A Fu Manchu moustache, or simply Fu Manchu (/ˈfuː ˌmænˈtʃuː/ FOO man-CHOO), is a full, straight moustache extending from under the nose past the corners of the mouth and growing downward past the clean-shaven lips and chin in two tapered "tendrils", often extending past the jawline. An expansion of the Fu Manchu sometimes includes a third long "tendril" descending from a small patch on the chin.

The Fu Manchu moustache derives its name from Fu Manchu, a fictional character created by English author Sax Rohmer, who is shown wearing such a moustache in film adaptations of Rohmer's stories. The literary Fu Manchu did not wear a moustache. The famous facial hair first appeared in the British serial The Mystery of Dr. Fu Manchu (1929); the Fu Manchu moustache then became integral to cinematic and television stereotypical depictions of Chinese villains.

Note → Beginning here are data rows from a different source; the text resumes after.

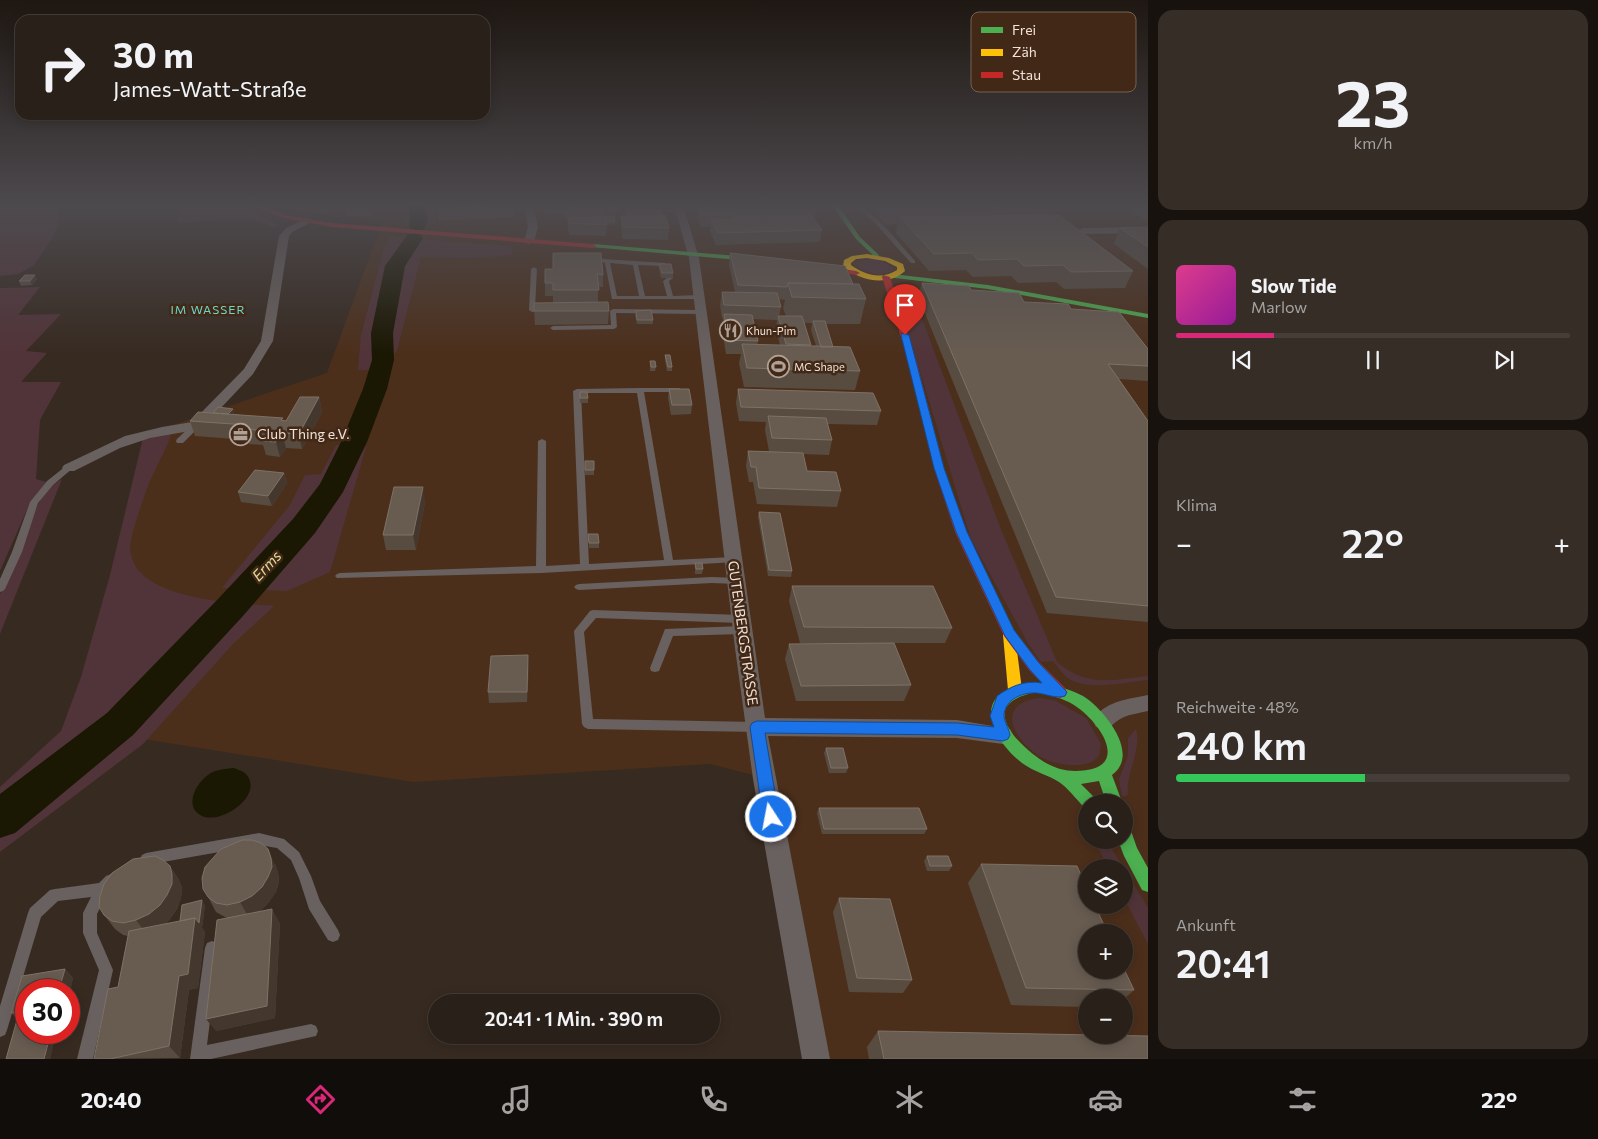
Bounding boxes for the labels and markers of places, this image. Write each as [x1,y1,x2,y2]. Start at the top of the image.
pin [884,284,926,335]
restaurant icon: Khun-Pim [718,319,742,343]
place label: Khun-Pim [746,324,796,337]
sports icon: MC Shape [766,355,790,379]
place label: MC Shape [794,360,845,373]
office icon: Club Thing e.V. [229,422,253,446]
place label: Club Thing e.V. [257,425,350,442]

The facial hair style is often used to stereotype East Asians, more specifically Chinese people. Many caricatures of Chinese in the 19th and early 20th century depict Chinese with such facial hair. The Fu Manchu is a category of competition in the World Beard and Moustache Championships.

==Confusion with horseshoe moustache==

The Fu Manchu is similar to (and commonly confused with) the horseshoe (or "biker") moustache; the difference between the two types is that the Fu Manchu is grown exclusively from the corners of the upper lip, creating two long "tendrils" that hang down past the clean-shaven mouth and chin area. The horseshoe simply involves growing the hair on either side of the lips and chin along with the moustache, thus creating the inverted-U or horseshoe shape, with none of the hair hanging over the jawline.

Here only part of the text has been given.